WORK TASK
Gather all lines in the entries that include the word "cover".

### RECORDS FOR THE EXERCISE

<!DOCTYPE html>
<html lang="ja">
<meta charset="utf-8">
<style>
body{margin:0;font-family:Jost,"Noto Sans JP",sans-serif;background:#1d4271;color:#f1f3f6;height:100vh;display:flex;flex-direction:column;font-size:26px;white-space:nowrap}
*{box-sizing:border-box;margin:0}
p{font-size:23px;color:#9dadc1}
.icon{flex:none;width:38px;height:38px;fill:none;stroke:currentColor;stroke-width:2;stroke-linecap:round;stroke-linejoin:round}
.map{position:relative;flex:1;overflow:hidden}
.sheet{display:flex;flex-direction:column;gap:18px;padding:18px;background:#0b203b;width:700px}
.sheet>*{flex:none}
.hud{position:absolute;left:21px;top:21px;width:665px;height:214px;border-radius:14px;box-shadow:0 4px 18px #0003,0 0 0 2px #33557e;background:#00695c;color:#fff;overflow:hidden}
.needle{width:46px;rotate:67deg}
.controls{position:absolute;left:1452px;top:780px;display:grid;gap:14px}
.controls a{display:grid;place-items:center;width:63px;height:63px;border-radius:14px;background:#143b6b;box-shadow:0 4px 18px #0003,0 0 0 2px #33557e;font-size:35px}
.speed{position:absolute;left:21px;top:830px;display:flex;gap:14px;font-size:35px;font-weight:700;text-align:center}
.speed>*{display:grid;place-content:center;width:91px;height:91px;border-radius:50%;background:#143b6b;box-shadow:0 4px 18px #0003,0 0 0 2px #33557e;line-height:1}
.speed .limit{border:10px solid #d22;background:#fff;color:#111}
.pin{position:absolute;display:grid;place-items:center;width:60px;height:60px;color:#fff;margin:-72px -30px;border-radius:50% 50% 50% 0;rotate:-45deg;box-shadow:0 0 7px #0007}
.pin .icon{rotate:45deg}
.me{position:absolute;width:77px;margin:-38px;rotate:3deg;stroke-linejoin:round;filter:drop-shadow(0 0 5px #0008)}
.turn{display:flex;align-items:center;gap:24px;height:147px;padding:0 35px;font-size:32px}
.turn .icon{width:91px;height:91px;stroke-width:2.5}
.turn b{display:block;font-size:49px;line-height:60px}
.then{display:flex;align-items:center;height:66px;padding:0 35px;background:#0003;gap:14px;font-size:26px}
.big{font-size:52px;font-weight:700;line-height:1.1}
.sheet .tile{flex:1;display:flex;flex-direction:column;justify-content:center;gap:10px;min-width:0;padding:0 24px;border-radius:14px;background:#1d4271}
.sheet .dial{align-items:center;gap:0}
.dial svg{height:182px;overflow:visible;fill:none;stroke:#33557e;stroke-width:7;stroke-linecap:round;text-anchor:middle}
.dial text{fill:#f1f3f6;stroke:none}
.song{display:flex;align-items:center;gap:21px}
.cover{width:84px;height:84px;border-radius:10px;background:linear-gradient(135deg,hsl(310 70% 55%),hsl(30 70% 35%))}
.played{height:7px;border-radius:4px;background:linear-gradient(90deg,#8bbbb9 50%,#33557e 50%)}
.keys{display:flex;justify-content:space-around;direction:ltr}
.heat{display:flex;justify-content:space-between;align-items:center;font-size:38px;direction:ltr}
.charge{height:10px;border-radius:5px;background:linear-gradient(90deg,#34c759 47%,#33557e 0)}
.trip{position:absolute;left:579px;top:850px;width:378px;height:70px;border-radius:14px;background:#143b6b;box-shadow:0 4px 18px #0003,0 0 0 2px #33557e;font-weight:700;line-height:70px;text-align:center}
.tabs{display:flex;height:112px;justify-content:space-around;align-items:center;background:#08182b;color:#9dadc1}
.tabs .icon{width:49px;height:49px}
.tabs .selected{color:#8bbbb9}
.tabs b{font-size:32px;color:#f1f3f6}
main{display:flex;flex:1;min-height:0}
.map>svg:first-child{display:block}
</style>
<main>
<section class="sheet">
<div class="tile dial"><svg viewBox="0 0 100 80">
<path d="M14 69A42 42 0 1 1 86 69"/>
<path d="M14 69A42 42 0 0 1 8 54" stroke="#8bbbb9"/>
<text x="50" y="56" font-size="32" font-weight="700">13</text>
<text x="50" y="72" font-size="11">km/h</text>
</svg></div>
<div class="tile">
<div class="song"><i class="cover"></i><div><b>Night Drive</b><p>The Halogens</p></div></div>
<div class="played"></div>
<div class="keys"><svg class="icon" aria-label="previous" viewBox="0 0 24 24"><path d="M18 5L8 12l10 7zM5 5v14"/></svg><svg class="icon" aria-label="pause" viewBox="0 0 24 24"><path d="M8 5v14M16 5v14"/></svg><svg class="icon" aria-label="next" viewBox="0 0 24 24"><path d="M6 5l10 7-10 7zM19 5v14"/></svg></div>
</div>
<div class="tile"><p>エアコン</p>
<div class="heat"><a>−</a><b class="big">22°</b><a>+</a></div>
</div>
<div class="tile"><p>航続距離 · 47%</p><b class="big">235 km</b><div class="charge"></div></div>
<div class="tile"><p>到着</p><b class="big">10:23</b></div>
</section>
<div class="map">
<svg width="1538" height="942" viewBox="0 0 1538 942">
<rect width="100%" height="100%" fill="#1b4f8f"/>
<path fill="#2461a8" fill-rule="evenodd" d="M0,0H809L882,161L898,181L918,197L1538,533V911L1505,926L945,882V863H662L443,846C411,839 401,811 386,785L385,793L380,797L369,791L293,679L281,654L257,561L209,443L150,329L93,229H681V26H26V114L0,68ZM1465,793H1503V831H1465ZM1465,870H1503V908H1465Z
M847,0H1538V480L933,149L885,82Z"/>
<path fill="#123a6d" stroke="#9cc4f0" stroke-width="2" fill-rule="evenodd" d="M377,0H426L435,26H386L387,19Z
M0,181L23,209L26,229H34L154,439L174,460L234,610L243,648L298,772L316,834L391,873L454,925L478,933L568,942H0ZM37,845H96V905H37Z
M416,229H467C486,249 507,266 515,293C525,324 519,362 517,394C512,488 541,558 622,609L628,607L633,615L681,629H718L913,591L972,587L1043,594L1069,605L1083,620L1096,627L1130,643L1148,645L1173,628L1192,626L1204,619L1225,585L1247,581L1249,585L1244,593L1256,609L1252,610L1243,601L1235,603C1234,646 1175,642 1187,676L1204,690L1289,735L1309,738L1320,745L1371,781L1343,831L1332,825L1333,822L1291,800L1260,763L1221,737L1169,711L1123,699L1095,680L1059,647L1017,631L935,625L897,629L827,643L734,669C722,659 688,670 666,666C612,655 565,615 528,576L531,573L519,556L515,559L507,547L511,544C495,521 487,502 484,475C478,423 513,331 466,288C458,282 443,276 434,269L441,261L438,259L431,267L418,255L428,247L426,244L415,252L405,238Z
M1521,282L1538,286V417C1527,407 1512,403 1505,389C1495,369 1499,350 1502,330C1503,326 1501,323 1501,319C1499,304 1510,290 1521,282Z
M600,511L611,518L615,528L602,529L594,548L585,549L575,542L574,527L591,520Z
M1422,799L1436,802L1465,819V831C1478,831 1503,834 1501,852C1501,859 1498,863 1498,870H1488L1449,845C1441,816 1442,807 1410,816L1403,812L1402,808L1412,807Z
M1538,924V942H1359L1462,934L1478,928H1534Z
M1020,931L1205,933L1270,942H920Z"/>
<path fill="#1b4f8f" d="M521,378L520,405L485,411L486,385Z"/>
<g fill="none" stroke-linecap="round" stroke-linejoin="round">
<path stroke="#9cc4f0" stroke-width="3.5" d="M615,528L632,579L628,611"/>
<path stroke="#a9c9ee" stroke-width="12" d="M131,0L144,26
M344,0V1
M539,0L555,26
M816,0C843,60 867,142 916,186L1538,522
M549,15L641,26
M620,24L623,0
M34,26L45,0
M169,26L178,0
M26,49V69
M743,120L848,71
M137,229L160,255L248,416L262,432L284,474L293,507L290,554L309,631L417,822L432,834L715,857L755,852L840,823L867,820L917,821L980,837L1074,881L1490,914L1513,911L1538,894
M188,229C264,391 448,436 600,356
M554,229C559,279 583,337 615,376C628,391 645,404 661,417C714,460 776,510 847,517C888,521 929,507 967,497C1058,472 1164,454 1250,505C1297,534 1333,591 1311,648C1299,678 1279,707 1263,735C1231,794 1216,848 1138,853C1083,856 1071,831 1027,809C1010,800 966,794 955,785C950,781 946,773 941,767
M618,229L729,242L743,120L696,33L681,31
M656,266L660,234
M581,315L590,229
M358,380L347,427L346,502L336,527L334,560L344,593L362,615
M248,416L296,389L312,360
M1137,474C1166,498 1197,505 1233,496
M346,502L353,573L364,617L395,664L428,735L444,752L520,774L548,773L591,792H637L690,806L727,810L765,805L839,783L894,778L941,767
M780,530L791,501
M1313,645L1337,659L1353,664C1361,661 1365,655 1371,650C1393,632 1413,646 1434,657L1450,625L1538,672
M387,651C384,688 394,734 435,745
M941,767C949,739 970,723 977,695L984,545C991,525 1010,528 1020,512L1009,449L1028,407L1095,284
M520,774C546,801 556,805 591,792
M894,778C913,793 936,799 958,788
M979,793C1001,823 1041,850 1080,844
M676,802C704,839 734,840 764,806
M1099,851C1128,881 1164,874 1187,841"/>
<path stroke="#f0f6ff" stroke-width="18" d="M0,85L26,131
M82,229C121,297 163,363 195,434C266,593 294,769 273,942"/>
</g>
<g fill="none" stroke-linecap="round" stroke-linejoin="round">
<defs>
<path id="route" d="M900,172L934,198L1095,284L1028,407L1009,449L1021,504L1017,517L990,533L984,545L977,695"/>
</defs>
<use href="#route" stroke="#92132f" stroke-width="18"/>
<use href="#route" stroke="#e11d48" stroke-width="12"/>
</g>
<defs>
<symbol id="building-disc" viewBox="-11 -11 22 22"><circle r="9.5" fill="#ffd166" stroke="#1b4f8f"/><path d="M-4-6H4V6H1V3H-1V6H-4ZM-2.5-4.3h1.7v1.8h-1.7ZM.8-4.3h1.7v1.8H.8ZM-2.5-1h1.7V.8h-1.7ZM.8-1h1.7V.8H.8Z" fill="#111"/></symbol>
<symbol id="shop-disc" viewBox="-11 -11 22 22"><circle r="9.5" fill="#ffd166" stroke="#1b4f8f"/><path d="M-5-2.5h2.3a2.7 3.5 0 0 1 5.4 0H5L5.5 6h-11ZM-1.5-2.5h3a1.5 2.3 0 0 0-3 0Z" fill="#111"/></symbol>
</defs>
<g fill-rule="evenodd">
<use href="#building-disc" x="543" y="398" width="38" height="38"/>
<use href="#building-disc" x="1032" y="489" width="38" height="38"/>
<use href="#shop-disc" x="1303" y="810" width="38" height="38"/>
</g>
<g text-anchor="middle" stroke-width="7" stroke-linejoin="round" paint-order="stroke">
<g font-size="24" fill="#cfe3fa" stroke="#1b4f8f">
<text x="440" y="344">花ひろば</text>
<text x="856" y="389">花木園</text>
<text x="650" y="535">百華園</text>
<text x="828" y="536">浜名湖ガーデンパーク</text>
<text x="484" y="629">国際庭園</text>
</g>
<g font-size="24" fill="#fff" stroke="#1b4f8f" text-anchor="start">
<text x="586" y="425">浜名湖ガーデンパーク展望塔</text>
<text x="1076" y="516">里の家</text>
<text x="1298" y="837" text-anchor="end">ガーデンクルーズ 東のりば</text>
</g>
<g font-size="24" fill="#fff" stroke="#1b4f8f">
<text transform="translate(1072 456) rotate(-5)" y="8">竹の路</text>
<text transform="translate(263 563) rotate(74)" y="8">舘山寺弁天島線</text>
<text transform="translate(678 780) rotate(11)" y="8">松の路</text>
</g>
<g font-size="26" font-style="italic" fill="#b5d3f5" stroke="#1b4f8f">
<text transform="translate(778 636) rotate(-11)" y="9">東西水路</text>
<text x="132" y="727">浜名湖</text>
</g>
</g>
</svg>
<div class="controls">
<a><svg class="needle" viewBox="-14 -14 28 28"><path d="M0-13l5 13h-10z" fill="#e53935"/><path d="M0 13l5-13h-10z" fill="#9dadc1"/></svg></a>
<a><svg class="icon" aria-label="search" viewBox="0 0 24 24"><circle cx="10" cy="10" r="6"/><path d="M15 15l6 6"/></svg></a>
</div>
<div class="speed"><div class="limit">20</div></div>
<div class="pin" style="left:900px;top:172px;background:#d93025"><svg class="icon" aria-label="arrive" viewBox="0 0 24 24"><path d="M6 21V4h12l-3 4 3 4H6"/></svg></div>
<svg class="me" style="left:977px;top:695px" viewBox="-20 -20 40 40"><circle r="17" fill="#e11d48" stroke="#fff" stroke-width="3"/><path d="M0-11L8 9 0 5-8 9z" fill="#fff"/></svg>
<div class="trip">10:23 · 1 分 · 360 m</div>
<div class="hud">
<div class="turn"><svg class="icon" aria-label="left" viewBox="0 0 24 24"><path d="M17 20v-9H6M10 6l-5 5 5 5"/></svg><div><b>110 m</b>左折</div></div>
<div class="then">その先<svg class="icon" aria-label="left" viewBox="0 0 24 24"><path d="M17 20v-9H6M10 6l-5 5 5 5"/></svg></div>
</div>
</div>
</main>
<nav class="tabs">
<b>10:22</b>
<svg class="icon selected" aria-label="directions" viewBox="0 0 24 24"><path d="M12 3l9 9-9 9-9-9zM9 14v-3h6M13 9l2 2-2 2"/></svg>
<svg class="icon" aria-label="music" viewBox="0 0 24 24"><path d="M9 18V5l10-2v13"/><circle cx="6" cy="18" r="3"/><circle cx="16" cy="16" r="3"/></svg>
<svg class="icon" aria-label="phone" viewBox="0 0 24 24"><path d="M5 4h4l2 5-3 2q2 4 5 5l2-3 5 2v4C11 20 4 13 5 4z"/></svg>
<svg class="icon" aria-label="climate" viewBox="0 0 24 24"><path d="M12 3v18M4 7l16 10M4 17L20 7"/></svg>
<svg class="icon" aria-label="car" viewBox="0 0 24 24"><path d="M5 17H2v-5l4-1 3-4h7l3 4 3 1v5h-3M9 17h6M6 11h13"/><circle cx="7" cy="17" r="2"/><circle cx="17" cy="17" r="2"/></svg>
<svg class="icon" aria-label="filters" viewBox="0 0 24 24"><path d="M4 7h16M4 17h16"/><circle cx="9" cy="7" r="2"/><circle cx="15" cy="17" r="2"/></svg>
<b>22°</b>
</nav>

######

YOUR SOLUTION
.cover{width:84px;height:84px;border-radius:10px;background:linear-gradient(135deg,hsl(310 70% 55%),hsl(30 70% 35%))}
<div class="song"><i class="cover"></i><div><b>Night Drive</b><p>The Halogens</p></div></div>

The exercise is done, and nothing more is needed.